Les bourgs se sont tout naturellement implantés à l’articulation des vallées secondaires ou principales. Ainsi la moitié des bourgs de l’unité borde la Vègre. Au carrefour d’une armature viaire encore typiquement rurale, les bourgs s’étirent en étoile sur les principales voies rurales. Ils sont en général sur des petits promontoires à la charnière entre les vallons bocagers et la plaine cultivée. C’est pourquoi les clochers sont clairement lisibles partout dans l’unité.
La faible pression urbaine sur la majeure partie de l’unité n’a pas induit de forts développements pavillonnaires ou de grosses zones d’activités sur les bourgs de l’unité ce qui a permis de garder leur configuration traditionnelle. Ils se démarquent notamment par des rues clairement délimitées par du bâti en alignement (sur pignon ou façade en fonction de l’exposition de la cour principale) et des murs de clôture hauts en moellons calcaires.
Seuls se distinguent par leur développement pavillonnaire les bourgs les plus proches de l’aire d’influence mancelle (à l’ouest) et le pôle urbain de Conlie. Véritable centre urbain dynamique au cœur de l’unité, Conlie se distingue par son paysage d’anciennes rues commerçantes et ses entrées de villes marquées par des quartiers pavillonnaires récents et des zones d’activités ou commerciales.

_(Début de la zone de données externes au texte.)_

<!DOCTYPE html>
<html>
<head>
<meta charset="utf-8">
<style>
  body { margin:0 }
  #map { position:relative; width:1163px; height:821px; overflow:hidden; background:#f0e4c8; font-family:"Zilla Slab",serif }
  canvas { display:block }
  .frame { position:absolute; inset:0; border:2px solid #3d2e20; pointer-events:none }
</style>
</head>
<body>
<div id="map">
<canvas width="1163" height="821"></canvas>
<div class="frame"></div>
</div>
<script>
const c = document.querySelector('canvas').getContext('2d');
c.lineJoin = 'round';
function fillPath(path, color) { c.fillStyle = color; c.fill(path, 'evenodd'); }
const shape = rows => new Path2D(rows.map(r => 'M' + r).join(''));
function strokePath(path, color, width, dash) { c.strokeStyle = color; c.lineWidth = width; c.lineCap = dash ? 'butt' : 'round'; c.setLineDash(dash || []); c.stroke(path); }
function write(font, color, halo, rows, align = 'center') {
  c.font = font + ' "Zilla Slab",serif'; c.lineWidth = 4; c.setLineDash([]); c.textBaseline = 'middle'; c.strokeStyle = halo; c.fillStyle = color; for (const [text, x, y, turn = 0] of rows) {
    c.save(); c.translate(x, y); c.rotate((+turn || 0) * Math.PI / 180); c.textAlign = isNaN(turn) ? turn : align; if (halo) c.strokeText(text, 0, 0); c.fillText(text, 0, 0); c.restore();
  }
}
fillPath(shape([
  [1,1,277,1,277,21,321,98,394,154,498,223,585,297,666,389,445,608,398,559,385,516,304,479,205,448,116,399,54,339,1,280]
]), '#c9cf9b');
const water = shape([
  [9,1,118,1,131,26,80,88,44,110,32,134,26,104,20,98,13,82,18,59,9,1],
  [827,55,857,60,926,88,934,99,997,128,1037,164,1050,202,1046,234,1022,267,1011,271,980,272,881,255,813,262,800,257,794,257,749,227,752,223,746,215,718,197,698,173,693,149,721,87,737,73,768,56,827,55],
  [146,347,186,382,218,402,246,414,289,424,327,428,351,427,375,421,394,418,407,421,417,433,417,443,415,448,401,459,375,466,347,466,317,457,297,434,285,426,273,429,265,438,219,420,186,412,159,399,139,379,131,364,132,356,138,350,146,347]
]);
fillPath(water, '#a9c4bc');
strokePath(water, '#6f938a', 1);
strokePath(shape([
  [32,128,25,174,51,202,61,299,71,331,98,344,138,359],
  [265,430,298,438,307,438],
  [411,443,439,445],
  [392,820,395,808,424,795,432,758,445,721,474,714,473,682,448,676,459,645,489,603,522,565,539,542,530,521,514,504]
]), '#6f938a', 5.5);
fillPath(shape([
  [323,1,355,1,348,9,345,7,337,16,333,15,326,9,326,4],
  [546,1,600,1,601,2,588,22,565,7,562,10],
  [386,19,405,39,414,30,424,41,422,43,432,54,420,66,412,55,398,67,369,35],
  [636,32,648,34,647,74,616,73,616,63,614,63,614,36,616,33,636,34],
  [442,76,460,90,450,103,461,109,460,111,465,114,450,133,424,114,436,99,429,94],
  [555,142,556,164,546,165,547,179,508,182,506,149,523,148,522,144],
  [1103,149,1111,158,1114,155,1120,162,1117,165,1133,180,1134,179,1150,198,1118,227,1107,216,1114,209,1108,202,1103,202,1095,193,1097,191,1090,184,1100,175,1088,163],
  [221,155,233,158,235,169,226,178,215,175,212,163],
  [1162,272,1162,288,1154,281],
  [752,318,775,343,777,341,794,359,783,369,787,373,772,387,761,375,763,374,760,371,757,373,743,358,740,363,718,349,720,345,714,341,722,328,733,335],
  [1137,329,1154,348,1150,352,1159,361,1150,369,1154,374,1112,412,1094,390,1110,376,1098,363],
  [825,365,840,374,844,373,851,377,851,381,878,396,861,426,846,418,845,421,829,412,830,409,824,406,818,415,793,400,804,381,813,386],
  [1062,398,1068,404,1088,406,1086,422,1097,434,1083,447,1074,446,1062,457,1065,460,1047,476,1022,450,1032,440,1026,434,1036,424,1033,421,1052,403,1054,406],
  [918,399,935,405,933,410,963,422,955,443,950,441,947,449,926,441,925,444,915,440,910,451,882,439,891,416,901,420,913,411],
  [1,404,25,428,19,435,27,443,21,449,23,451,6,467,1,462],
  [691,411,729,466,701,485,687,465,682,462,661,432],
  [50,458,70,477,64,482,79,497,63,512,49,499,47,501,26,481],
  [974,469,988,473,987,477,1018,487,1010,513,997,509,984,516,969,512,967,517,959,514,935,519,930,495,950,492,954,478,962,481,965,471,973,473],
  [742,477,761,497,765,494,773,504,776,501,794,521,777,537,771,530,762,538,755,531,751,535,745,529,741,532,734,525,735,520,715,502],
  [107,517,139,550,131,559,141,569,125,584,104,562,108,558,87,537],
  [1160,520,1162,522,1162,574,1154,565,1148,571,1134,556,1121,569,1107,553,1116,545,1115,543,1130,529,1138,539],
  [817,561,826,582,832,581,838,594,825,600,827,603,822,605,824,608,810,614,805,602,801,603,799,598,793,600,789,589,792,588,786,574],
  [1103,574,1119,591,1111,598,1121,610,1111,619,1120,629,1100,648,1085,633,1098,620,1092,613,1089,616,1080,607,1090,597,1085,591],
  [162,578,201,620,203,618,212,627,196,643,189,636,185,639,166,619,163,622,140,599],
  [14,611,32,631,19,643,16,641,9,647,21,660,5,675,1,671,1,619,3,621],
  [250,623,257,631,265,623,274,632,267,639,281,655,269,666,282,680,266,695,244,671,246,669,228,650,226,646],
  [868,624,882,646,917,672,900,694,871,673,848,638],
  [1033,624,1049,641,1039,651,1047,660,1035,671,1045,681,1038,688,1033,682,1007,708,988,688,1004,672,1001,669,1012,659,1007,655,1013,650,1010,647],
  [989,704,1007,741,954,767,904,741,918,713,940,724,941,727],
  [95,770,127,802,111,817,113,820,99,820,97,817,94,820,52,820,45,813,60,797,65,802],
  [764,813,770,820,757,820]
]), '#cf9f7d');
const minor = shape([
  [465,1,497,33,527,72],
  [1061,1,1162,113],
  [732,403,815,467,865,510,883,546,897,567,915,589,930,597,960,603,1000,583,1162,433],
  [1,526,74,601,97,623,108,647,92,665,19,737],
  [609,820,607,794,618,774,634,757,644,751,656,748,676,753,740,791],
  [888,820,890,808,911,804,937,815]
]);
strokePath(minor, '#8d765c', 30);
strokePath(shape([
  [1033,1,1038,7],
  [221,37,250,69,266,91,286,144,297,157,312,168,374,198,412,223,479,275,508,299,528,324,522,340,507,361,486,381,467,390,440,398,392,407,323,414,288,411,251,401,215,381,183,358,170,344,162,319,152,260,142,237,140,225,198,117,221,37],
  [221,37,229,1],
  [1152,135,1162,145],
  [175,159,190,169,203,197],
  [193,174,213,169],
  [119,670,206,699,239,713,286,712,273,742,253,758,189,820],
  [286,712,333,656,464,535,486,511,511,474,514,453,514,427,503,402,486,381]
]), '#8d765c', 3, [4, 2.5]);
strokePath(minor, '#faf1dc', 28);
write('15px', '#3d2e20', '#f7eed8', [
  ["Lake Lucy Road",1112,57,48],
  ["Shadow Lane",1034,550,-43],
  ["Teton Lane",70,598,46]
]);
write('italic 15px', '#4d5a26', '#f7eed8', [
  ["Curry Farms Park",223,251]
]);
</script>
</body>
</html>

Un maillage lâche de hameaux ponctuant le paysage


En raison du nombre limité de points d’eau sur la plaine calcaire, les bâtiments agricoles sont regroupés en villages, une grosse ferme pouvant constituer à elle seule le hameau. Les fermes isolées traditionnelles sont ainsi plus éloignées (de 500 m à 1 km) que dans les paysages de bocage d’élevage (comme dans les collines du Maine voisines).

Des élevages hors-sols marquants et identitaires

Véritable grenier à grain de l’ouest sarthois, la campagne de Conlie se situe au cœur de la région d’élevage des poulets de Loué. La mise en place d’un cahier des charges scrupuleux pour l’élevage de ces volailles labellisées se traduit directement dans le paysage par le développement sur quasiment chaque siège d’exploitation de bâtiments d’élevage conçus et aménagés sur un modèle commun : les bâtiments sont ouverts sur un espace extérieur d’au moins 2 m² par animal appelé parcours. Ces derniers sont composés de prairies, de haies et d’arbres, abris naturels recherchés par les volailles craignant le soleil de l’été et les pluies de l’automne. Basé sur un principe d’autosuffisance (production de grain et paille pour les volailles) ces exploitations constituent un motif paysager identitaire de la plaine de Conlie (et plus largement de la Champagne et du Maine sarthois).